**Information provided**

****************

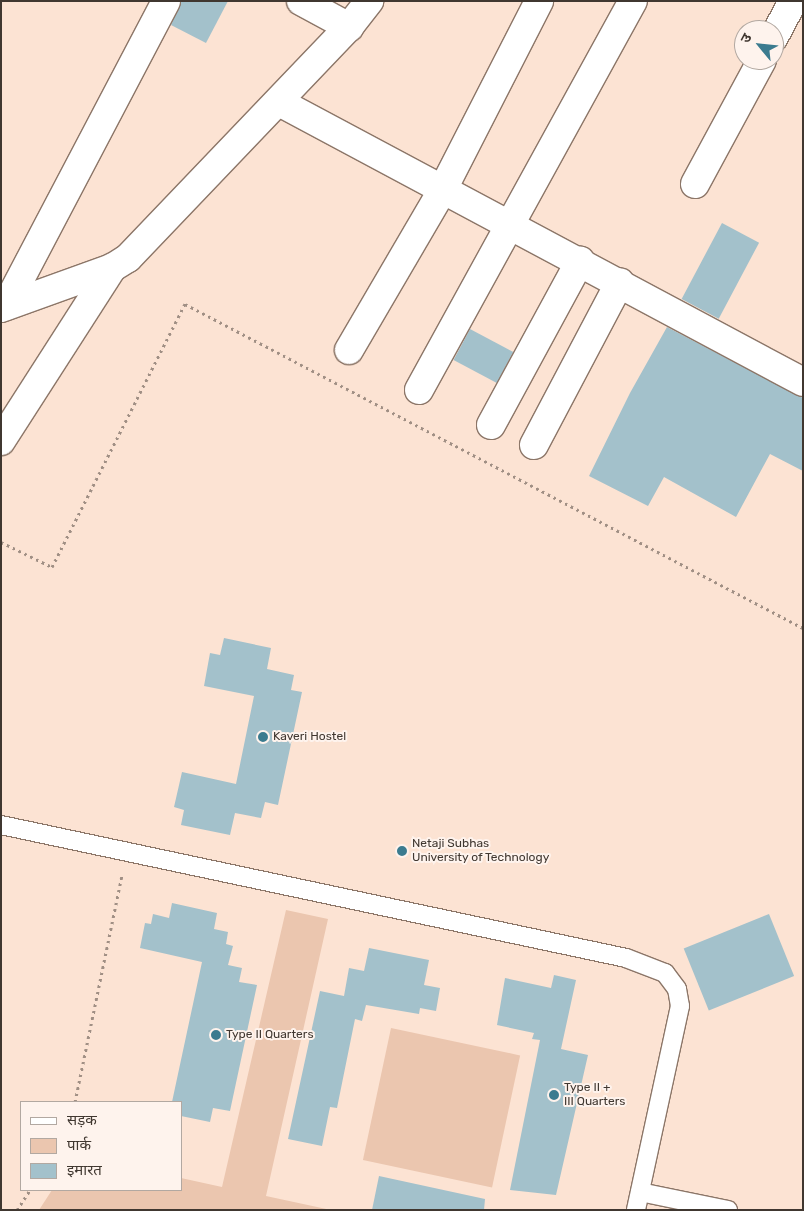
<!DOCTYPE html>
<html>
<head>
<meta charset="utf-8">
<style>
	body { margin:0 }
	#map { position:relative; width:804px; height:1211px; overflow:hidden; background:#fce3d3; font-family:Rubik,"Noto Sans Devanagari",sans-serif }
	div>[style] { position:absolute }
	.green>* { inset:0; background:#ebc6af; transform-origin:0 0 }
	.building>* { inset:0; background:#a3c1cb; transform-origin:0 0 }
	.path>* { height:3px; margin-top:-1.5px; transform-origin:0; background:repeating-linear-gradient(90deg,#a08f84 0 2.5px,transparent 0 6.5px) }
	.roads { filter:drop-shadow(1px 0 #8c7668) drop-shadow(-1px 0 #8c7668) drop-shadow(0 1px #8c7668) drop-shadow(0 -1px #8c7668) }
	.service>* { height:18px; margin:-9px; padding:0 9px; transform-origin:9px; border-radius:9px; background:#fff }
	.minor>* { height:28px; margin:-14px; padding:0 14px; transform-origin:14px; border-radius:14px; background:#fff }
	.dots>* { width:14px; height:14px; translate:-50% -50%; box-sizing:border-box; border:2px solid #fef3ed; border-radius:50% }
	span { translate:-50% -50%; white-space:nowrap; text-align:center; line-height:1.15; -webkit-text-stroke:4px #fef3ed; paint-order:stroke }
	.poi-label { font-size:12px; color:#403730 }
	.left { translate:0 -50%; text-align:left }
	.frame { position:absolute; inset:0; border:2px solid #403730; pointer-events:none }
	.legend { position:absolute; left:20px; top:1101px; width:162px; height:90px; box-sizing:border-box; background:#fef3ed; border:1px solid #b2a8a1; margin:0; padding:6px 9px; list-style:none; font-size:15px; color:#403730 }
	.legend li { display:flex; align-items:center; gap:10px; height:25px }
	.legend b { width:25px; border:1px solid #b2a8a1 }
	.north { position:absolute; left:734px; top:20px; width:50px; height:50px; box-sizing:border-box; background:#fef3ed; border:1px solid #b2a8a1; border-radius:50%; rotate:298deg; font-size:14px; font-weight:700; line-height:20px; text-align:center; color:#403730 }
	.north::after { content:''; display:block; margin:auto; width:18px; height:22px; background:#3b7b8f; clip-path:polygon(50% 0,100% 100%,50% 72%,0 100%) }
</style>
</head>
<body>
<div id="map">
	<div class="green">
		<i style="clip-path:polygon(286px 910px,328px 919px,266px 1196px,331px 1210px,39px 1210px,52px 1190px,181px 1190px,181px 1178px,222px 1187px)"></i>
		<i style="left:391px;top:1028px;width:132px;height:135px;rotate:12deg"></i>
	</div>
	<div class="building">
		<i style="clip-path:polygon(181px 1px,228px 1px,206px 43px,171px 25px)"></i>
		<i style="left:722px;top:223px;width:42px;height:86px;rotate:28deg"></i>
		<i style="clip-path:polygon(667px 327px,803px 398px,803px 471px,770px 454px,736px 517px,664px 477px,648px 506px,589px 476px,630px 393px)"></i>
		<i style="left:470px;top:329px;width:49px;height:35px;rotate:28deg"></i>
		<i style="clip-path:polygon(224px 638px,271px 648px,267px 669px,294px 675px,291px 690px,302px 692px,278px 805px,265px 802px,261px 818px,235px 813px,230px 835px,181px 825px,184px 810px,174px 807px,182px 772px,236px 784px,254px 696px,204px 686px,210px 653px,220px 655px)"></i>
		<i style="clip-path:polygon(172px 903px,217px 913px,214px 929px,228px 932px,226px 944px,233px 946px,228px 965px,242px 968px,239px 982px,257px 985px,230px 1111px,213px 1108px,210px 1122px,181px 1116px,181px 1102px,172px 1102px,202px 962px,140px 948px,145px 923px,151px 924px,153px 914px,169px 918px)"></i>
		<i style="left:769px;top:914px;width:67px;height:92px;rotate:68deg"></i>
		<i style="clip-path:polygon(369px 948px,429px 960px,424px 985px,440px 988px,436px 1011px,420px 1008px,419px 1014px,366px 1005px,362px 1021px,355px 1019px,337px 1108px,330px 1107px,322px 1146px,288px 1139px,320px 991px,344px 996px,349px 968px,364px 971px)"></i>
		<i style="clip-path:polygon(554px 975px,576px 980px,561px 1049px,588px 1055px,556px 1195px,510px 1190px,540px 1040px,532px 1039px,534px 1033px,497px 1025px,505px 978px,551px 988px)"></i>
		<i style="clip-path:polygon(379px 1176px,485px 1199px,484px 1210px,372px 1210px)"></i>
	</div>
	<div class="path">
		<i style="left:1px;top:542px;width:57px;rotate:26.1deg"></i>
		<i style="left:52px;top:567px;width:295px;rotate:-63.2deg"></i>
		<i style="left:185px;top:304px;width:698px;rotate:27.67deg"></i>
		<i style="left:75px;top:1102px;width:232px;rotate:-78.3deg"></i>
		<i style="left:17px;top:1210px;width:24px;rotate:-57deg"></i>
	</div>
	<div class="roads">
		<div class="service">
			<i style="left:1px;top:825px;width:639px;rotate:12.01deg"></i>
			<i style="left:626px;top:958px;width:42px;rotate:21deg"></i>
			<i style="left:665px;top:973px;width:20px;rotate:53deg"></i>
			<i style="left:677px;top:989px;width:17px;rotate:80deg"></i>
			<i style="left:680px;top:1006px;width:209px;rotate:102.2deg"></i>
			<i style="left:640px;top:1192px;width:90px;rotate:11.6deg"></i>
		</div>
		<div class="minor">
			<i style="left:301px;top:1px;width:55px;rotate:28.4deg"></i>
			<i style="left:774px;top:37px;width:41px;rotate:-62.2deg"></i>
			<i style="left:279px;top:102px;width:594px;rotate:28.12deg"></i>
			<i style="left:695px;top:184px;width:141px;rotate:-61.6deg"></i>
			<i style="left:6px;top:306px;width:344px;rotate:-62.3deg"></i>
			<i style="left:1px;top:308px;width:118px;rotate:-19.8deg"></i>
			<i style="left:112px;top:268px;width:19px;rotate:-32deg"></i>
			<i style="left:128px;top:258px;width:320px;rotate:-46.3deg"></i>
			<i style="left:349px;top:27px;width:33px;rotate:-52deg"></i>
			<i style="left:349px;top:350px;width:186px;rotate:-59.7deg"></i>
			<i style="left:443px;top:189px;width:211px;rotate:-62.9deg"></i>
			<i style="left:419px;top:390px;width:444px;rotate:-61.2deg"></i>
			<i style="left:491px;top:425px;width:187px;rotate:-61.5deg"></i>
			<i style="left:1px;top:441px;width:206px;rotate:-57.3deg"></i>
			<i style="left:534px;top:445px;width:184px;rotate:-62.2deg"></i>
		</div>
	</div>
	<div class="dots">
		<i style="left:263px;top:737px;background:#3b7b8f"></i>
		<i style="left:402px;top:851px;background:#3b7b8f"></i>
		<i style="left:216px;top:1035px;background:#3b7b8f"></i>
		<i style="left:554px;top:1095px;background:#3b7b8f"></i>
	</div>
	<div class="poi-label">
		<span class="left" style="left:273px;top:737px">Kaveri Hostel</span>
		<span class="left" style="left:412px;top:851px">Netaji Subhas<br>University of Technology</span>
		<span class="left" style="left:226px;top:1035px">Type II Quarters</span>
		<span class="left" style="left:564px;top:1095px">Type II +<br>III Quarters</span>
	</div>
	<div class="frame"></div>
	<ul class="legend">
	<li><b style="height:6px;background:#fff"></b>सड़क</li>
	<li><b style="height:14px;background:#ebc6af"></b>पार्क</li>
	<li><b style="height:14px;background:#a3c1cb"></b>इमारत</li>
	</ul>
	<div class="north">उ</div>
</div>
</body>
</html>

****************

**Task prompt**
Whenever the word "service" appears in a line of the listing, report that line.

**Response for this exercise**
	.service>* { height:18px; margin:-9px; padding:0 9px; transform-origin:9px; border-radius:9px; background:#fff }
		<div class="service">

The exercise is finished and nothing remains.